Stored items

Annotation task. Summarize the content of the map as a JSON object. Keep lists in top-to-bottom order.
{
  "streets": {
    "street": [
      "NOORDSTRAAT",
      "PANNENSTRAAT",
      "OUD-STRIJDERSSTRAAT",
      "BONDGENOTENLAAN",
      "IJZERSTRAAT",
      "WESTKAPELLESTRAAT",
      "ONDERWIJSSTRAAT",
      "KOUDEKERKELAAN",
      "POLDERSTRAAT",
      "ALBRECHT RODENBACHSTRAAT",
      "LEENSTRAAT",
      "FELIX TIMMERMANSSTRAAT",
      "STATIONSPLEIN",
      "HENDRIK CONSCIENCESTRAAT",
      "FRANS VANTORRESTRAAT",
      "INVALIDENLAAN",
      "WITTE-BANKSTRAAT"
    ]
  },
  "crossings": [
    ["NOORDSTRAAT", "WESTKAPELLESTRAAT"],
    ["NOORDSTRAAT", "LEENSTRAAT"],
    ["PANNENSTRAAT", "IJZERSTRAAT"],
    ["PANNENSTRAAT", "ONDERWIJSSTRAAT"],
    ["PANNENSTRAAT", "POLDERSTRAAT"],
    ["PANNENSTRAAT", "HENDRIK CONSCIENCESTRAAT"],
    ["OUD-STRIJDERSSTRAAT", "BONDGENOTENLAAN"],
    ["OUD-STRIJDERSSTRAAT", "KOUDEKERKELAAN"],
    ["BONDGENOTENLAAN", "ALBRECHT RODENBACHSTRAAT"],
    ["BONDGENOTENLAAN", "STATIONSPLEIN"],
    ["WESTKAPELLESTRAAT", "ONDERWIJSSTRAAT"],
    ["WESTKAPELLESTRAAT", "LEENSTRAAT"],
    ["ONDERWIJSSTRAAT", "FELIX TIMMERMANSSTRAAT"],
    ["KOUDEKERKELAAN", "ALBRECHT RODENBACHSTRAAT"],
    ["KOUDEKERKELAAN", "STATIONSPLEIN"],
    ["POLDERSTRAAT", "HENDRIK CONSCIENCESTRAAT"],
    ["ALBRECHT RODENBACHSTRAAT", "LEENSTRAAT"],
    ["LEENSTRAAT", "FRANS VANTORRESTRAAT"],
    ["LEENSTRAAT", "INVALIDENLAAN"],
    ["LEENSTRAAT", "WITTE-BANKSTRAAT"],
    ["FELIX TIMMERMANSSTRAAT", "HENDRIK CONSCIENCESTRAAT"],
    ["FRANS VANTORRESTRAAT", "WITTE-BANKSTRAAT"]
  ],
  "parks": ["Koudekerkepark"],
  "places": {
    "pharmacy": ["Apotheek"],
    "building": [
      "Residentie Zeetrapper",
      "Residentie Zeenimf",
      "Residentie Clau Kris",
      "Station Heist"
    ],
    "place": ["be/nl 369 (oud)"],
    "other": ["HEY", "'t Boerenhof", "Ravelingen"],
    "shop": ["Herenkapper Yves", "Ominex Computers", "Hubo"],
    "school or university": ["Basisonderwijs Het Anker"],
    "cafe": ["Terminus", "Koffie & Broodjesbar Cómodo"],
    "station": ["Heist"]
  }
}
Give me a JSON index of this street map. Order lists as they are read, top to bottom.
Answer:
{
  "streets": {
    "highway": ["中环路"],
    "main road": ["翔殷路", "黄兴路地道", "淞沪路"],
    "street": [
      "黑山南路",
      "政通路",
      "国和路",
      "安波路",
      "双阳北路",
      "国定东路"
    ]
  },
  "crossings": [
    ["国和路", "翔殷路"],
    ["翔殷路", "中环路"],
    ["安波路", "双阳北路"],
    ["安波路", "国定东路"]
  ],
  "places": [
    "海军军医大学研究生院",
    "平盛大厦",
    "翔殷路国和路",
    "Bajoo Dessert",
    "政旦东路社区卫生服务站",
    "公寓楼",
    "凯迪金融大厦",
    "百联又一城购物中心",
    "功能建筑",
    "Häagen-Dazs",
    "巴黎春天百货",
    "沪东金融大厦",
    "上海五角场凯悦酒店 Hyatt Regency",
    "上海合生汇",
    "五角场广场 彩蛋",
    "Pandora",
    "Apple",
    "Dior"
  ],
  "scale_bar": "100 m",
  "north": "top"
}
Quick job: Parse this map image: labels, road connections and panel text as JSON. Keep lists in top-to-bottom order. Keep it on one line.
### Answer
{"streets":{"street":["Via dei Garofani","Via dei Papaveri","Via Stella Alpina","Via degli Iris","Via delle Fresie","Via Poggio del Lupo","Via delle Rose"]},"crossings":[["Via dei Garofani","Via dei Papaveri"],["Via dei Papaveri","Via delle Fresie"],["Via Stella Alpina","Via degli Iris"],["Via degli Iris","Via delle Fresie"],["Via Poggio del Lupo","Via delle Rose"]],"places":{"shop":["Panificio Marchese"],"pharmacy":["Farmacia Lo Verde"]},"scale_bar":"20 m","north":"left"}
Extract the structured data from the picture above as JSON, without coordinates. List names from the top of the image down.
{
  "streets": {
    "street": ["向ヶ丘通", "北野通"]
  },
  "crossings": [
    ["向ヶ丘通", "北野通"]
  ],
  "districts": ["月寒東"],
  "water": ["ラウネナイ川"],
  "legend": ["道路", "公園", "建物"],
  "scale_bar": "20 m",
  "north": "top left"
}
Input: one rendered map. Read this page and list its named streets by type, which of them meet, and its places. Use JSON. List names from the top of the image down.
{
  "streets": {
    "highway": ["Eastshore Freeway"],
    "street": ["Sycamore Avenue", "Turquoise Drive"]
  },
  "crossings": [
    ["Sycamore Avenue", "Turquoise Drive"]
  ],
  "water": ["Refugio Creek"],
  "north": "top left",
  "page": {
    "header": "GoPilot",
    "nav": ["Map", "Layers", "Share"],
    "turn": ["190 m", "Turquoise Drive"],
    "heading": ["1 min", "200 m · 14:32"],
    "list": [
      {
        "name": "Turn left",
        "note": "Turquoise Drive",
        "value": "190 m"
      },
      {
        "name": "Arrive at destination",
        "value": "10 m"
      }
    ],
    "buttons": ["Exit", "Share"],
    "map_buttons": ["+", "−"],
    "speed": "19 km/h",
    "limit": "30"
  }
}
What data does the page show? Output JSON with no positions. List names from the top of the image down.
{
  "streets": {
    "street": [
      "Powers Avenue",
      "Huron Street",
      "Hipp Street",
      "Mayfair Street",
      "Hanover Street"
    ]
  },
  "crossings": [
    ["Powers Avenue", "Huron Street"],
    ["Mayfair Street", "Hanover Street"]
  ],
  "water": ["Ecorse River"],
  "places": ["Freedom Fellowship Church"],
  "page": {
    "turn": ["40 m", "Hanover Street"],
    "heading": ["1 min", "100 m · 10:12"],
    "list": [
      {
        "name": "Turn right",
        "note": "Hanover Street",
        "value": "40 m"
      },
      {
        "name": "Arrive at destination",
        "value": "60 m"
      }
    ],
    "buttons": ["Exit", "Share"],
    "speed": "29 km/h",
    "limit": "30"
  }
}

→ TASK TO COMPLETE
The word "FELIX" appears in some lines of the data. Copy every one of those lines.

→ SOLUTION
      "FELIX TIMMERMANSSTRAAT",
    ["ONDERWIJSSTRAAT", "FELIX TIMMERMANSSTRAAT"],
    ["FELIX TIMMERMANSSTRAAT", "HENDRIK CONSCIENCESTRAAT"],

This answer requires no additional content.